# Records to use
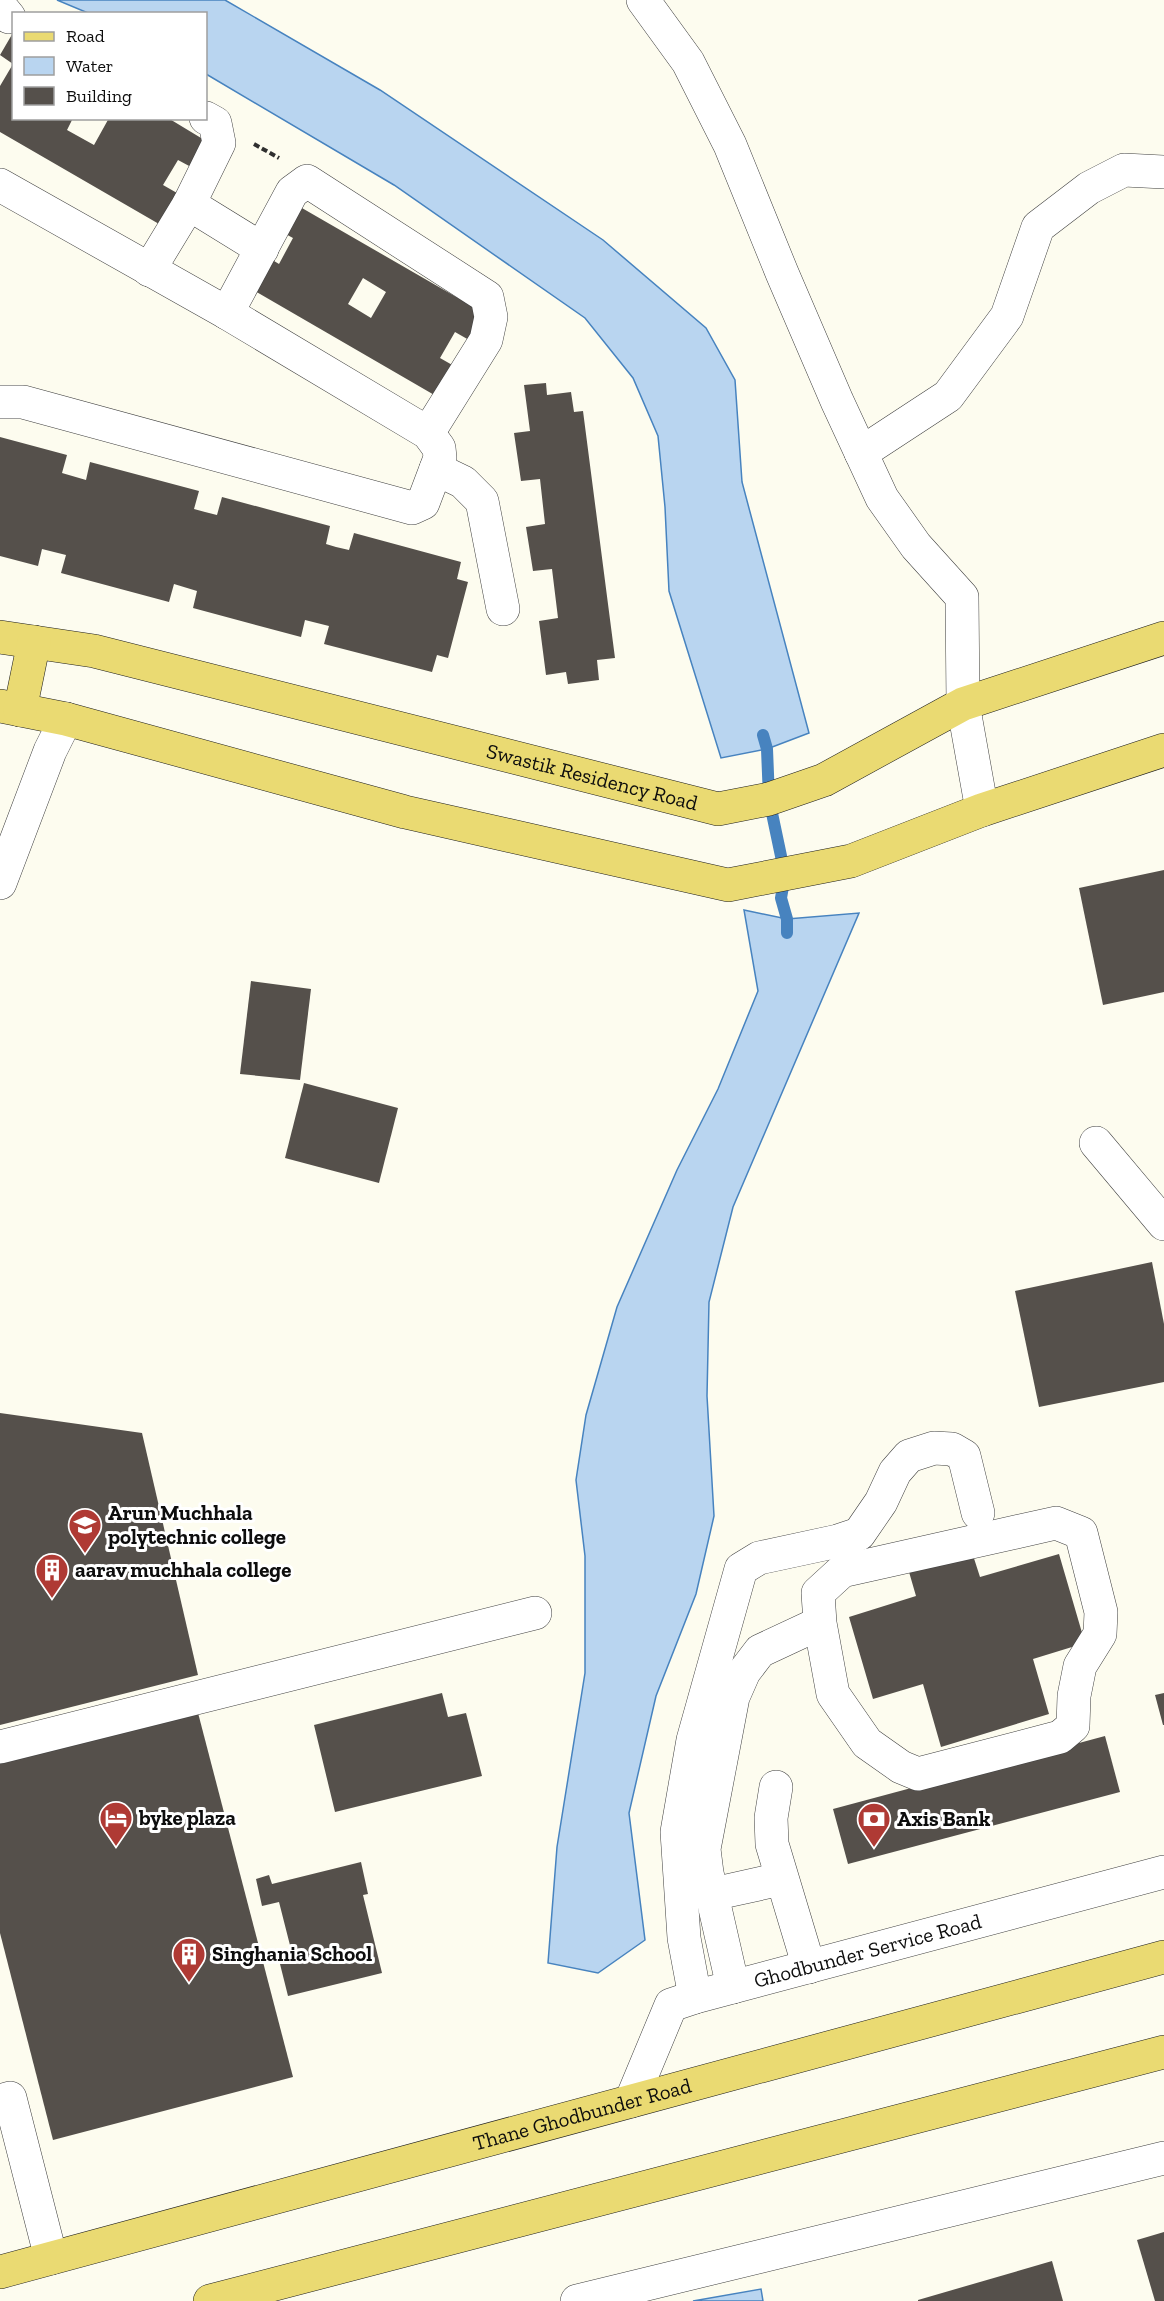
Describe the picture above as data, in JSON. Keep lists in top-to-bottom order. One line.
{"streets":{"main road":["Swastik Residency Road","Thane Ghodbunder Road"],"street":["Ghodbunder Service Road"]},"crossings":[["Ghodbunder Service Road","Thane Ghodbunder Road"]],"places":{"school or university":["Arun Muchhala polytechnic college"],"building":["aarav muchhala college","Singhania School"],"hotel":["byke plaza"],"bank":["Axis Bank"]},"legend":["Road","Water","Building"]}
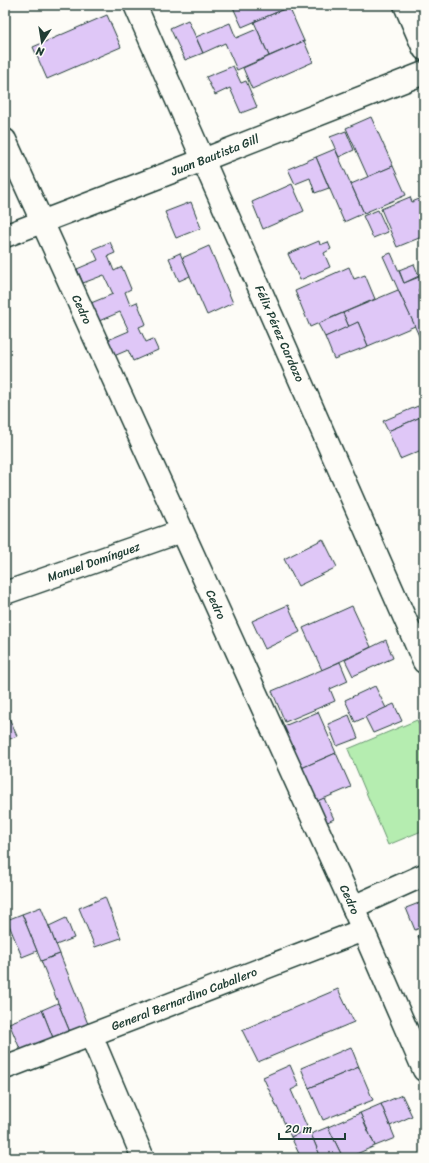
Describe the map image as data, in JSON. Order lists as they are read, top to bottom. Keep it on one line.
{"streets":{"street":["Juan Bautista Gill","Cedro","Félix Pérez Cardozo","Manuel Domínguez","General Bernardino Caballero"]},"crossings":[["Juan Bautista Gill","Cedro"],["Juan Bautista Gill","Félix Pérez Cardozo"],["Cedro","Manuel Domínguez"],["Cedro","General Bernardino Caballero"]],"scale_bar":"20 m","north":"bottom"}
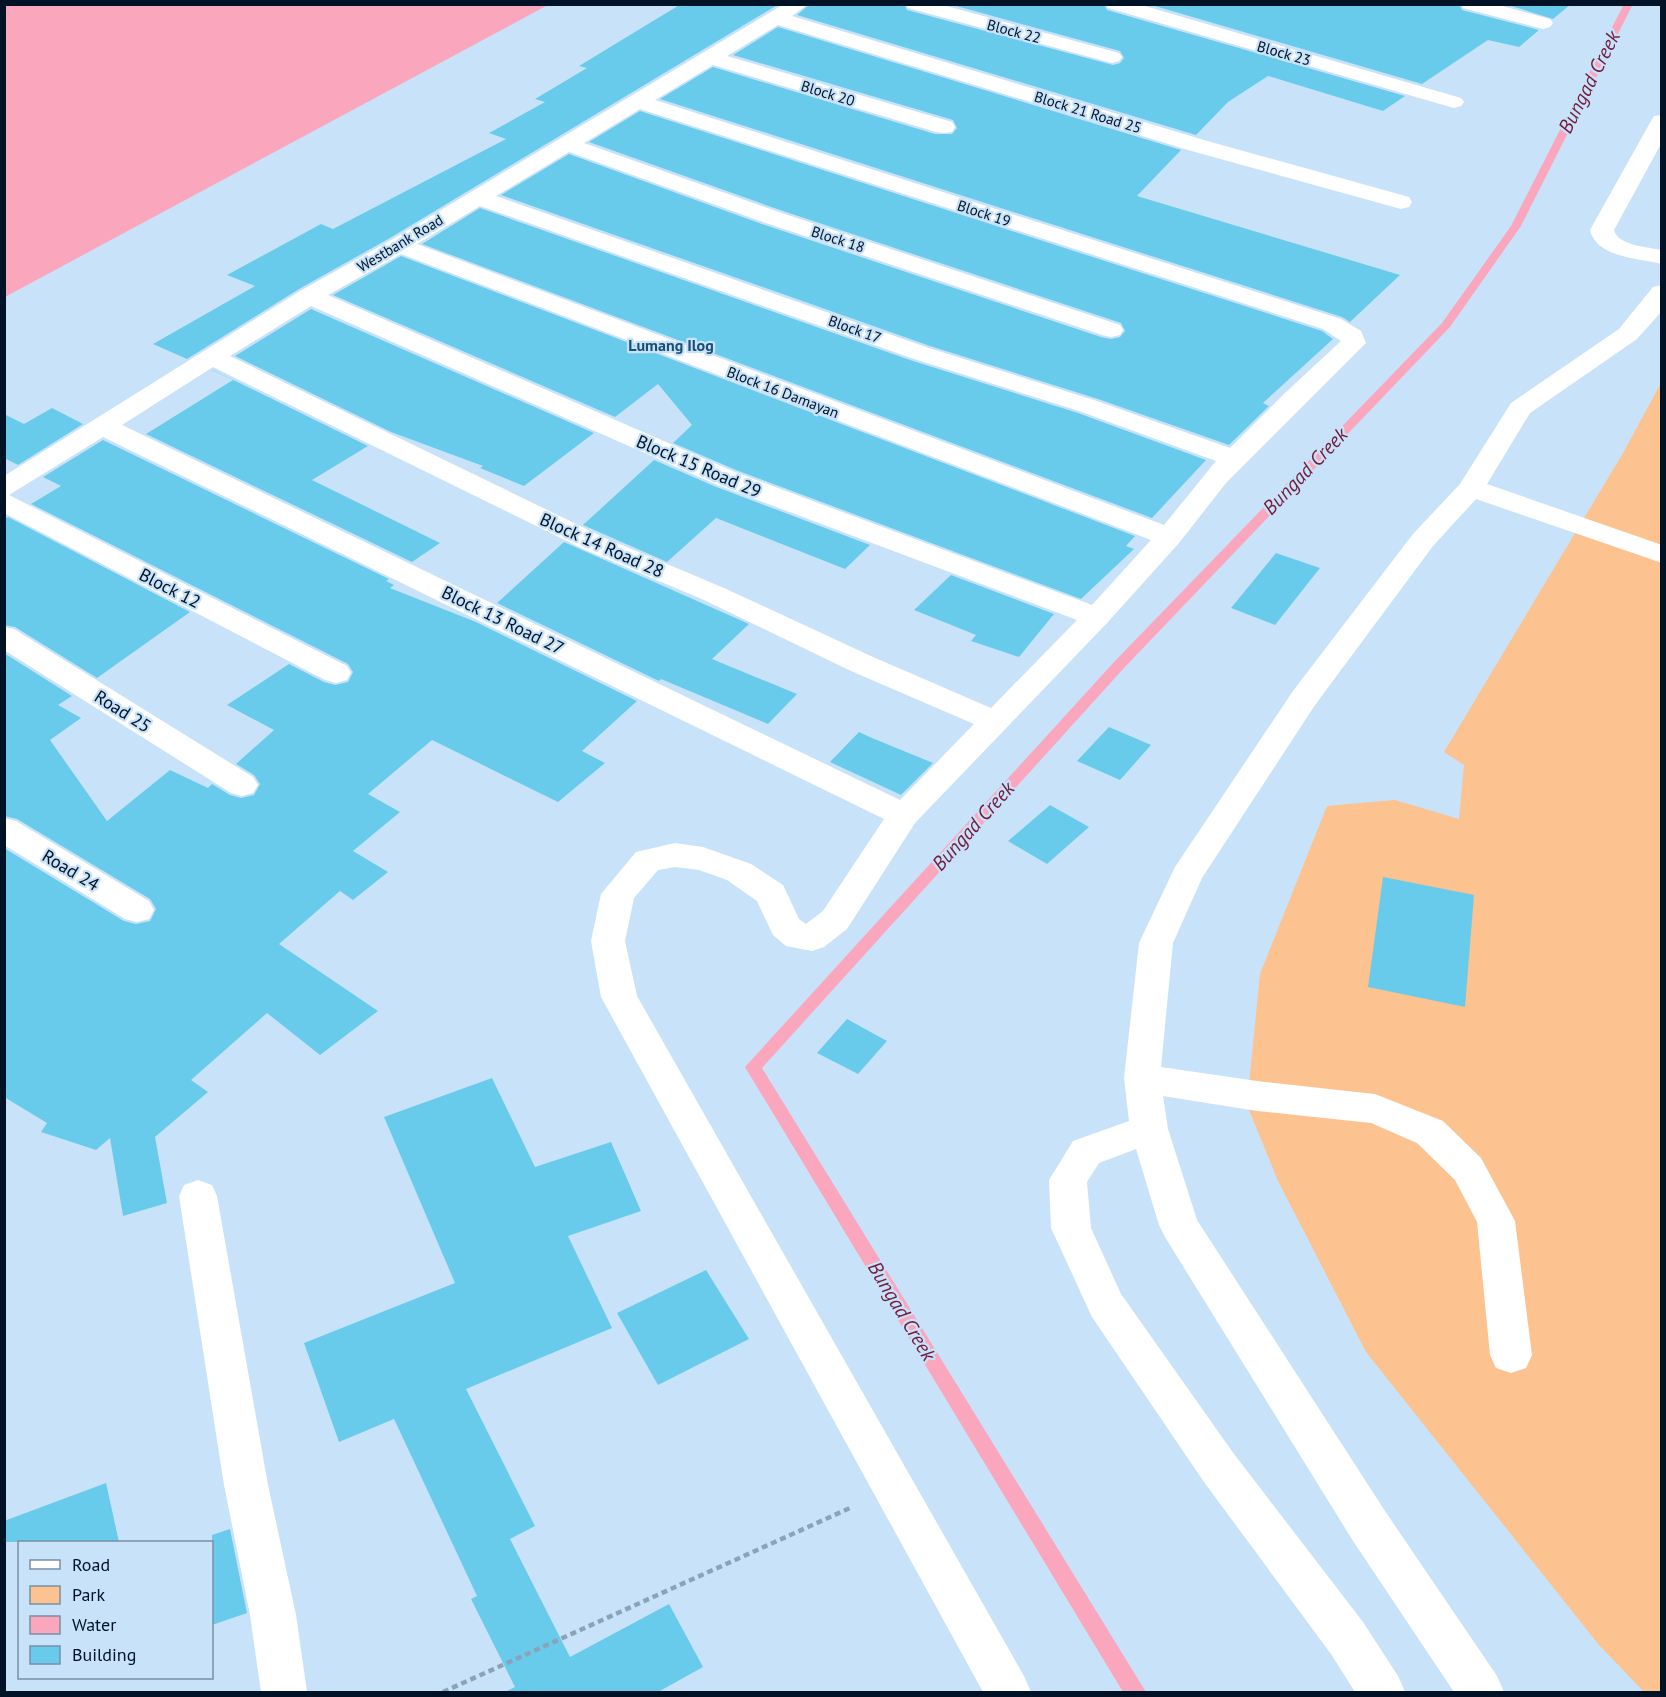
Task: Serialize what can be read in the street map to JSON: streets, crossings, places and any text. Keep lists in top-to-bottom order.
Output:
{
  "streets": {
    "street": [
      "Block 22",
      "Block 23",
      "Block 20",
      "Block 21 Road 25",
      "Block 19",
      "Block 18",
      "Westbank Road",
      "Block 17",
      "Block 16 Damayan",
      "Block 15 Road 29",
      "Block 14 Road 28",
      "Block 12",
      "Block 13 Road 27",
      "Road 25",
      "Road 24"
    ]
  },
  "crossings": [
    ["Block 20", "Westbank Road"],
    ["Block 21 Road 25", "Westbank Road"],
    ["Block 19", "Westbank Road"],
    ["Block 19", "Block 17"],
    ["Block 18", "Westbank Road"],
    ["Westbank Road", "Block 17"],
    ["Westbank Road", "Block 16 Damayan"],
    ["Westbank Road", "Block 15 Road 29"],
    ["Westbank Road", "Block 14 Road 28"],
    ["Westbank Road", "Block 13 Road 27"]
  ],
  "districts": ["Lumang Ilog"],
  "water": ["Bungad Creek"],
  "legend": [
    "Road",
    "Park",
    "Water",
    "Building"
  ]
}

# Description of the task
From the first line of the entries down to the line with "Task: Serialize what", print each line exactly; omit any picture.

# Response for this exercise
Describe the picture above as data, in JSON. Keep lists in top-to-bottom order. One line.
{"streets":{"main road":["Swastik Residency Road","Thane Ghodbunder Road"],"street":["Ghodbunder Service Road"]},"crossings":[["Ghodbunder Service Road","Thane Ghodbunder Road"]],"places":{"school or university":["Arun Muchhala polytechnic college"],"building":["aarav muchhala college","Singhania School"],"hotel":["byke plaza"],"bank":["Axis Bank"]},"legend":["Road","Water","Building"]}
Describe the map image as data, in JSON. Order lists as they are read, top to bottom. Keep it on one line.
{"streets":{"street":["Juan Bautista Gill","Cedro","Félix Pérez Cardozo","Manuel Domínguez","General Bernardino Caballero"]},"crossings":[["Juan Bautista Gill","Cedro"],["Juan Bautista Gill","Félix Pérez Cardozo"],["Cedro","Manuel Domínguez"],["Cedro","General Bernardino Caballero"]],"scale_bar":"20 m","north":"bottom"}
Task: Serialize what can be read in the street map to JSON: streets, crossings, places and any text. Keep lists in top-to-bottom order.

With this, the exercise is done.